TASK — Please repeat the data in full, character for character.
INFORMATION PROVIDED START
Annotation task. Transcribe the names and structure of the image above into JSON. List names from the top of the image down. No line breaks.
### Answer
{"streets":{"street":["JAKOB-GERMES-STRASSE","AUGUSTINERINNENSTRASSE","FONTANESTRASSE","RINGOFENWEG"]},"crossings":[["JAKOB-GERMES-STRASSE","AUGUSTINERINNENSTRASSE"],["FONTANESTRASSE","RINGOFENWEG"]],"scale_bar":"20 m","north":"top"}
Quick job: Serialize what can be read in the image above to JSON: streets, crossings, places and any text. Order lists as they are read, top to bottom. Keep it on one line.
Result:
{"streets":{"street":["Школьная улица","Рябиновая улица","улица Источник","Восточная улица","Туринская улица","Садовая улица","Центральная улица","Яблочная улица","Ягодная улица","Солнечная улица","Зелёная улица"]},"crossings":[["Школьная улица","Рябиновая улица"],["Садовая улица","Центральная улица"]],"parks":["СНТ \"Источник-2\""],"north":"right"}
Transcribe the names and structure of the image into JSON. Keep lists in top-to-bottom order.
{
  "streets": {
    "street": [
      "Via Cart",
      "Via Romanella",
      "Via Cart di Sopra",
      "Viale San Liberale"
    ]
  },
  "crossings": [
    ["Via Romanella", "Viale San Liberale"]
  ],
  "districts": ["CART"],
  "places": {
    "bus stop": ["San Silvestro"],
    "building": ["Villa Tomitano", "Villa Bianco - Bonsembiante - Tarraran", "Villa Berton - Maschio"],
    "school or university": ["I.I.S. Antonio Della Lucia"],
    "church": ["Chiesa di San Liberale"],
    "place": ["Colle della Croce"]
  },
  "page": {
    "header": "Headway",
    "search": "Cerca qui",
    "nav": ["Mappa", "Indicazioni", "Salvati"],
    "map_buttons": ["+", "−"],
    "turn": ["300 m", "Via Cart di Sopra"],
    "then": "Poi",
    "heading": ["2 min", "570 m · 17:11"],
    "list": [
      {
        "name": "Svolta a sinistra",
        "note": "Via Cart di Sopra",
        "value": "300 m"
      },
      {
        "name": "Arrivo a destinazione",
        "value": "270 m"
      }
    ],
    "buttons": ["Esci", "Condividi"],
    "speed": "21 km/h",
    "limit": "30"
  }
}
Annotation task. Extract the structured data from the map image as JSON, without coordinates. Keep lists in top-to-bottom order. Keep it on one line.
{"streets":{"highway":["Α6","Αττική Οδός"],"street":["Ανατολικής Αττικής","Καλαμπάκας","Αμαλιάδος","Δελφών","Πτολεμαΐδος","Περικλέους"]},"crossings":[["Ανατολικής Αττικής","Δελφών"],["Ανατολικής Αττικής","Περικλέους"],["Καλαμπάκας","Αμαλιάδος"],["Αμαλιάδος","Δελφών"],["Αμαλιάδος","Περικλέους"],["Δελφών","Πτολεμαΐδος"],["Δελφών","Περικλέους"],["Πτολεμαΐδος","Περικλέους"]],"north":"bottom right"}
INFORMATION PROVIDED END
ANSWER TO THE PROBLEM —
Annotation task. Transcribe the names and structure of the image above into JSON. List names from the top of the image down. No line breaks.
### Answer
{"streets":{"street":["JAKOB-GERMES-STRASSE","AUGUSTINERINNENSTRASSE","FONTANESTRASSE","RINGOFENWEG"]},"crossings":[["JAKOB-GERMES-STRASSE","AUGUSTINERINNENSTRASSE"],["FONTANESTRASSE","RINGOFENWEG"]],"scale_bar":"20 m","north":"top"}
Quick job: Serialize what can be read in the image above to JSON: streets, crossings, places and any text. Order lists as they are read, top to bottom. Keep it on one line.
Result:
{"streets":{"street":["Школьная улица","Рябиновая улица","улица Источник","Восточная улица","Туринская улица","Садовая улица","Центральная улица","Яблочная улица","Ягодная улица","Солнечная улица","Зелёная улица"]},"crossings":[["Школьная улица","Рябиновая улица"],["Садовая улица","Центральная улица"]],"parks":["СНТ \"Источник-2\""],"north":"right"}
Transcribe the names and structure of the image into JSON. Keep lists in top-to-bottom order.
{
  "streets": {
    "street": [
      "Via Cart",
      "Via Romanella",
      "Via Cart di Sopra",
      "Viale San Liberale"
    ]
  },
  "crossings": [
    ["Via Romanella", "Viale San Liberale"]
  ],
  "districts": ["CART"],
  "places": {
    "bus stop": ["San Silvestro"],
    "building": ["Villa Tomitano", "Villa Bianco - Bonsembiante - Tarraran", "Villa Berton - Maschio"],
    "school or university": ["I.I.S. Antonio Della Lucia"],
    "church": ["Chiesa di San Liberale"],
    "place": ["Colle della Croce"]
  },
  "page": {
    "header": "Headway",
    "search": "Cerca qui",
    "nav": ["Mappa", "Indicazioni", "Salvati"],
    "map_buttons": ["+", "−"],
    "turn": ["300 m", "Via Cart di Sopra"],
    "then": "Poi",
    "heading": ["2 min", "570 m · 17:11"],
    "list": [
      {
        "name": "Svolta a sinistra",
        "note": "Via Cart di Sopra",
        "value": "300 m"
      },
      {
        "name": "Arrivo a destinazione",
        "value": "270 m"
      }
    ],
    "buttons": ["Esci", "Condividi"],
    "speed": "21 km/h",
    "limit": "30"
  }
}
Annotation task. Extract the structured data from the map image as JSON, without coordinates. Keep lists in top-to-bottom order. Keep it on one line.
{"streets":{"highway":["Α6","Αττική Οδός"],"street":["Ανατολικής Αττικής","Καλαμπάκας","Αμαλιάδος","Δελφών","Πτολεμαΐδος","Περικλέους"]},"crossings":[["Ανατολικής Αττικής","Δελφών"],["Ανατολικής Αττικής","Περικλέους"],["Καλαμπάκας","Αμαλιάδος"],["Αμαλιάδος","Δελφών"],["Αμαλιάδος","Περικλέους"],["Δελφών","Πτολεμαΐδος"],["Δελφών","Περικλέους"],["Πτολεμαΐδος","Περικλέους"]],"north":"bottom right"}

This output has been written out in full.